Mentre ieri è partita da Alghero l’edizione numero 100 del Giro d’Italia il bike sharing, il servizio delle biciclette condivise resta ancora desolatamente al palo nella città dei Sassi. Installate le postazioni nell’area del perimetro urbano e con i mezzi a due ruote già in dotazione, quello che doveva essere uno dei tasselli della mobilità sostenibile resta, di fatto, un intervento incompiuto. Una vicenda che risale al 2013 quando l’Amministrazione comunale guidata da Salvatore Adduce lancio “Ma.mi.”, l’acronimo di Matera mobilità integrata, il progetto di mobilità urbana sostenibile che, attingendo dai Fondi Pisus / Fsc, prevedeva la realizzazione di percorsi ciclabili per circa 8 chilometri e di un sistema di bike sharing, per un totale di un milione di euro. Sette le stazioni da dislocare lungo il territorio cittadino che erano state individuate in via Aldo Moro, via Castello, nei pressi dell’area camper di Serra Rifusa (struttura ancora non completata, ndr), in via Saragat e nei parcheggi di via Lucana, piazza Cesare Firrao e via Fiorentini. Il servizio avrebbe potuto contare su 52 biciclette a pedalata assistita e ogni postazione su 12 biciclette con la apposite colonnine per la consegna ed il ritiro del mezzo.

Dell’intervento finalizzato ad incentivare uno degli assi strategici della mobilità dolce, da allora, rimangono gli stalli metallici, mentre solo poche biciclette sono state utilizzate da dagli agenti della Polizia Locale per il servizio di pattugliamento nei Sassi e nella zona del centro storico.

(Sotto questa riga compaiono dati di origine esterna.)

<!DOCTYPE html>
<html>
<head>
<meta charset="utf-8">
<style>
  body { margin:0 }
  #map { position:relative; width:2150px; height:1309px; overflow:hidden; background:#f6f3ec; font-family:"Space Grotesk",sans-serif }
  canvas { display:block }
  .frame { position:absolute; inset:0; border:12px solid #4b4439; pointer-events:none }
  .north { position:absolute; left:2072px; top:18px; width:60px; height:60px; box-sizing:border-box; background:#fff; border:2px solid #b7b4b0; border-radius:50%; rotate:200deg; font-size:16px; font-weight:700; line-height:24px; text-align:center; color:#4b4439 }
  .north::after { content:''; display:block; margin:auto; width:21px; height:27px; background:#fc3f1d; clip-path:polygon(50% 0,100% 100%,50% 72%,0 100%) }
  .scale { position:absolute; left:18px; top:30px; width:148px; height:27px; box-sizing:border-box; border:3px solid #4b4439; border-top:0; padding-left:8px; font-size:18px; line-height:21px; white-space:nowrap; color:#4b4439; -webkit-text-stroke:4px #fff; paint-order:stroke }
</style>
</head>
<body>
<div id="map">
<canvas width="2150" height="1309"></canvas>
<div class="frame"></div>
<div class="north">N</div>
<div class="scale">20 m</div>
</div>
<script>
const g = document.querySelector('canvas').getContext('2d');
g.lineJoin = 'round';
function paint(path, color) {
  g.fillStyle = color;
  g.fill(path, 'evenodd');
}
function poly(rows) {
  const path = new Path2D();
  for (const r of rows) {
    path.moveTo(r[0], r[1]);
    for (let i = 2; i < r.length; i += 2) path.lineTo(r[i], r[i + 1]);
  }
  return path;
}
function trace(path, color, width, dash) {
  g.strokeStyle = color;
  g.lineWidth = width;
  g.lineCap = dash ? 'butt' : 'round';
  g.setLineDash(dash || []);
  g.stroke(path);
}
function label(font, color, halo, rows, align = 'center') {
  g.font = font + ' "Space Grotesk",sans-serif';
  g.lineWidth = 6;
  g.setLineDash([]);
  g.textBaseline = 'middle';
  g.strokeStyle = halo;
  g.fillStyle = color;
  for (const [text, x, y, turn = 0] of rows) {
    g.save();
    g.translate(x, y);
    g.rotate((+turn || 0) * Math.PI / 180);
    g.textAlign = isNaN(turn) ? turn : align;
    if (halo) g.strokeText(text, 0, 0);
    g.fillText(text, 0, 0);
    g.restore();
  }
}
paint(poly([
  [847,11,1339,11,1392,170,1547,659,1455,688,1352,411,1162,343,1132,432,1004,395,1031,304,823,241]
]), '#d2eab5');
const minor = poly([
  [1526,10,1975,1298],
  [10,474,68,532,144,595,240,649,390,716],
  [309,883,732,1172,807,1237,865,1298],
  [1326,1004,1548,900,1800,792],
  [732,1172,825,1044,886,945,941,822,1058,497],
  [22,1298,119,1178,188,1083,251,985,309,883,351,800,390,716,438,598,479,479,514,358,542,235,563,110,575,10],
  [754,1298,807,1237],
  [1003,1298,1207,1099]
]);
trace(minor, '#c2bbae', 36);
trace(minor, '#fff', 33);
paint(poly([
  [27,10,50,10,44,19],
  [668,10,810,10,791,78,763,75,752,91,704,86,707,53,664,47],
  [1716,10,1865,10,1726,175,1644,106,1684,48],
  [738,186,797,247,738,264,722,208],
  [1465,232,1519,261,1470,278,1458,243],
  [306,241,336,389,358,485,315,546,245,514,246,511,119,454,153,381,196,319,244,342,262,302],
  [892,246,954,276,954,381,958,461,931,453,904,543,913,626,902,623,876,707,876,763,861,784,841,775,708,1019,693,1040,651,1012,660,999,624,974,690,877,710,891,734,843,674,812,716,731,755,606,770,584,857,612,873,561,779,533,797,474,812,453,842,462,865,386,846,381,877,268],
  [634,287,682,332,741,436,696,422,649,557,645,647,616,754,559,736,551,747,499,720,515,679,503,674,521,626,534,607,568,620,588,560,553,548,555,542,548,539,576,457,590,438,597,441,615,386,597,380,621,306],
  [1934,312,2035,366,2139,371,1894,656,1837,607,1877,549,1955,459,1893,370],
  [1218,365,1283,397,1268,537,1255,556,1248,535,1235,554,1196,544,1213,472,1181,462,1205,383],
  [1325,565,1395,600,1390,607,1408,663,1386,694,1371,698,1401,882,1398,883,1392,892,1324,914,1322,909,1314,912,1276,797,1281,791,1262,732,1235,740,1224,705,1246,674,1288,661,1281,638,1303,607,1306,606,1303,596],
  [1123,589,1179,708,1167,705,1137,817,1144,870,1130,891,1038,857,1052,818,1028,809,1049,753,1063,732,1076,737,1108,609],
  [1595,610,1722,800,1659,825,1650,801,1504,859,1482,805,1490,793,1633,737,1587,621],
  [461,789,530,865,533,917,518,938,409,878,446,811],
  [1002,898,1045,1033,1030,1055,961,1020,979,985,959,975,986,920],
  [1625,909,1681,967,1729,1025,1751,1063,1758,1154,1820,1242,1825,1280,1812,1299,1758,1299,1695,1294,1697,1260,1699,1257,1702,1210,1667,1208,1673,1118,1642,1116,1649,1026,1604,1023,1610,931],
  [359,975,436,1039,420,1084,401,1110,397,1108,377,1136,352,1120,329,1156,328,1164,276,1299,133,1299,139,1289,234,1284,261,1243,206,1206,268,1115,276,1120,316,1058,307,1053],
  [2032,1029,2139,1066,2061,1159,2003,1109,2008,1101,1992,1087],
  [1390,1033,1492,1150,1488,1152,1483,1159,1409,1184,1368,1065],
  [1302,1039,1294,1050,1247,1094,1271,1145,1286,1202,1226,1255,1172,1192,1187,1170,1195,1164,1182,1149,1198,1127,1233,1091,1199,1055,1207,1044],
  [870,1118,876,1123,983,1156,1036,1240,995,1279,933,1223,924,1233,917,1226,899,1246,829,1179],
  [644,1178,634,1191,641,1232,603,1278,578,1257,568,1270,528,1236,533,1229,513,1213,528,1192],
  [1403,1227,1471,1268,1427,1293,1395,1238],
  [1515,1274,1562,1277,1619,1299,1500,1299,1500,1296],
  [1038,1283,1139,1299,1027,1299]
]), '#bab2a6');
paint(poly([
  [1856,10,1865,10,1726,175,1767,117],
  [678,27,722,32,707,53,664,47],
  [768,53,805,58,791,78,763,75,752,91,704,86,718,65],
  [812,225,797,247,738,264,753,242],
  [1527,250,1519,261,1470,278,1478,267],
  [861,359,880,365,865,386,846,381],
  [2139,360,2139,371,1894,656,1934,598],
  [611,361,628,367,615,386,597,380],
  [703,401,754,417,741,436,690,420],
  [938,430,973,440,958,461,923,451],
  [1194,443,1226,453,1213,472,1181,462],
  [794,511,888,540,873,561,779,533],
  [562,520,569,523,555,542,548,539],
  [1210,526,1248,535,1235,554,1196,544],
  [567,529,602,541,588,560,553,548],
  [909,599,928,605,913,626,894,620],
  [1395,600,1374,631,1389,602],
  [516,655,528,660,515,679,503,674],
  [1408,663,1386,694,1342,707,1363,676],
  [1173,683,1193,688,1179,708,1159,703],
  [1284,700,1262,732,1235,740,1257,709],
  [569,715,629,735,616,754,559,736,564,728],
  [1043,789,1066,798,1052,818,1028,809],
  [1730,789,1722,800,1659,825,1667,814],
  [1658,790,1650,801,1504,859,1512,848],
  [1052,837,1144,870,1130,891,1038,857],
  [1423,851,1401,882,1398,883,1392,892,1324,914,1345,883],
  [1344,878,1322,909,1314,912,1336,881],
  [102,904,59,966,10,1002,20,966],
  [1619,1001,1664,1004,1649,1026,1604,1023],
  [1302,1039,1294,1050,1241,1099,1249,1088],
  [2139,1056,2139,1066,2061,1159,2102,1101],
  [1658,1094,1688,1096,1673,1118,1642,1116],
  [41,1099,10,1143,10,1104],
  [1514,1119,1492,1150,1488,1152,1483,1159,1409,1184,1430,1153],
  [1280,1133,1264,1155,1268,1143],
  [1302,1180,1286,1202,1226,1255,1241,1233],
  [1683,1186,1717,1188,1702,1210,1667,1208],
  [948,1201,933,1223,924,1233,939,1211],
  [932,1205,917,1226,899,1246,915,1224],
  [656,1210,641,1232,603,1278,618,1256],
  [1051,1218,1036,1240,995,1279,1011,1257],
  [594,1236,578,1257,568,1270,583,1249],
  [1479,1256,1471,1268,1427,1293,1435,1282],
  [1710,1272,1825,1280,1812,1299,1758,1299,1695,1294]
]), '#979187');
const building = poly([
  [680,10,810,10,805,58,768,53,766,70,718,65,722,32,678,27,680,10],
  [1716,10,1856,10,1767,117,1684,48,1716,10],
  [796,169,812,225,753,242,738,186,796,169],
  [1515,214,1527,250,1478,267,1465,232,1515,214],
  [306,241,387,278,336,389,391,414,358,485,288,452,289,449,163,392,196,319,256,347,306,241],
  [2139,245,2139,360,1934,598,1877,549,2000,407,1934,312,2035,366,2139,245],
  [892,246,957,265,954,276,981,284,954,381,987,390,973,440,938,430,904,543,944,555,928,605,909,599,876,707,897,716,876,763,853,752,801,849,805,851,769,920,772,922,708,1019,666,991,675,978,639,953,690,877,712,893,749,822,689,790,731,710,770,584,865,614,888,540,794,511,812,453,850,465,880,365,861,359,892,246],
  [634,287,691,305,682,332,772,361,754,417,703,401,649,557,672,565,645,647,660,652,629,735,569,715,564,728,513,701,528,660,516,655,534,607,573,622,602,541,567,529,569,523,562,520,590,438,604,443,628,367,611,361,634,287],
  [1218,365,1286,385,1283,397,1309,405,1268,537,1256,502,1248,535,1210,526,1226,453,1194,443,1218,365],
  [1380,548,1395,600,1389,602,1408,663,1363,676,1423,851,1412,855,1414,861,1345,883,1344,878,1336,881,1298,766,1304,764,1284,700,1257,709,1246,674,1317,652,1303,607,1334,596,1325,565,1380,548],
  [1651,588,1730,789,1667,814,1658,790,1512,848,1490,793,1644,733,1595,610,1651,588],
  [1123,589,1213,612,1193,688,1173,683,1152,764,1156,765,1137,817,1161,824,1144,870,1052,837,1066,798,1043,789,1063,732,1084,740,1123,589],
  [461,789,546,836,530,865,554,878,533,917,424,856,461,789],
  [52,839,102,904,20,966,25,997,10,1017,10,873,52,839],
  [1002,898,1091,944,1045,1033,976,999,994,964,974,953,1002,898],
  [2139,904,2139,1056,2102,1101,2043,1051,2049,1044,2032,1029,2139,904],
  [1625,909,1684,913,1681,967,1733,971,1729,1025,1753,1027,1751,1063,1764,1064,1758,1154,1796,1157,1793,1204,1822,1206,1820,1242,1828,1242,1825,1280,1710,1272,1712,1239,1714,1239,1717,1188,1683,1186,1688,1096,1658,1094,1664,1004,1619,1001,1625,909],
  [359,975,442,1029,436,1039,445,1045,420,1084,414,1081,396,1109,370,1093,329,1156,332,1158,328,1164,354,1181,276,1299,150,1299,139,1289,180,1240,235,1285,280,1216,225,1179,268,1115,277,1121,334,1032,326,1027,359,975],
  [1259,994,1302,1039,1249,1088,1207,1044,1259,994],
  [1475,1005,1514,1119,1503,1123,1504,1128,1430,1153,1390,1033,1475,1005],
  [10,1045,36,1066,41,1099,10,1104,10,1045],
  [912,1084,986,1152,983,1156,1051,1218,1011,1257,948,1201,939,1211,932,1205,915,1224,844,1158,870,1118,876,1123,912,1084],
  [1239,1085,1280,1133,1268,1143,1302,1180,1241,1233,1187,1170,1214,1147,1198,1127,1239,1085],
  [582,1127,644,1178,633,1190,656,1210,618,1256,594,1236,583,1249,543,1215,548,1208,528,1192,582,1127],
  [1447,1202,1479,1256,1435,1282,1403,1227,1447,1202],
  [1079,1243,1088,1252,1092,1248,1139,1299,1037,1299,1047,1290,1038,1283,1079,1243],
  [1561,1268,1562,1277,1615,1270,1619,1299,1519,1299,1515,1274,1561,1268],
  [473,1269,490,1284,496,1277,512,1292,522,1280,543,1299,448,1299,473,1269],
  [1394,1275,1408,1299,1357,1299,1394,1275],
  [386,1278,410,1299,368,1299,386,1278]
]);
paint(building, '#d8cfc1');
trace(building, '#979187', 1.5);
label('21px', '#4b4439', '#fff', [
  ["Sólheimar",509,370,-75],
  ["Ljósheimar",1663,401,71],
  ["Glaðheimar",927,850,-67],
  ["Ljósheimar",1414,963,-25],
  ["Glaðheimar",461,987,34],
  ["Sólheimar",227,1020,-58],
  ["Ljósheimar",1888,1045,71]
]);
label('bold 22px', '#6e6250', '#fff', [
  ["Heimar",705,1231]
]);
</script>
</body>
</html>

La parte cospicua delle biciclette giace nei depositi in attesa, chissà, che le ruote possano finalmente saggiare l’asfalto materano.

Il problema di fondo è che l’intervento completato alla fine del 2015, è monco della sistema software necessario a gestire la mobilità delle biciclette. La vicenda si è trascinata a colpi di contenziosi, con l’attuale Amministrazione che sta cercando di uscire da un vero e proprio pantano. Senza tenere conto, inoltre, che tutta la documentazione relativa al progetto del bike sharing andava consegnata ai competenti organismi dell’Unione Europea entro lo scorso marzo.

«Abbiamo ereditato questa situazione - dichiara Valeriano Delicio, dovendo fare i conti con un software che appartiene ad un soggetto esterno al contratto sottoscritto. Ragion per cui non possiamo né obbligarlo al rilascio, nè tanto mene prevedere di riconoscere un pagamento extra. Al momento, purtroppo, non sono nelle condizioni di poter intervenire se prima non viene sbloccato il nodo del contenzioso. Soltanto allora - prosegue l’assessore Delicio - sarebbe possibile procedere mediante l’affidamento per l’acquisizione di un nuovo software e, dopo la fase del collaudo, immaginare un percorso che presumibilmente con un avviso pubblico individui il gestore per il servizio». Turisti e residente se ne devono fare una ragione: al momento pensare al bike sharing è come scalare la Cima Coppi nella corsa rosa.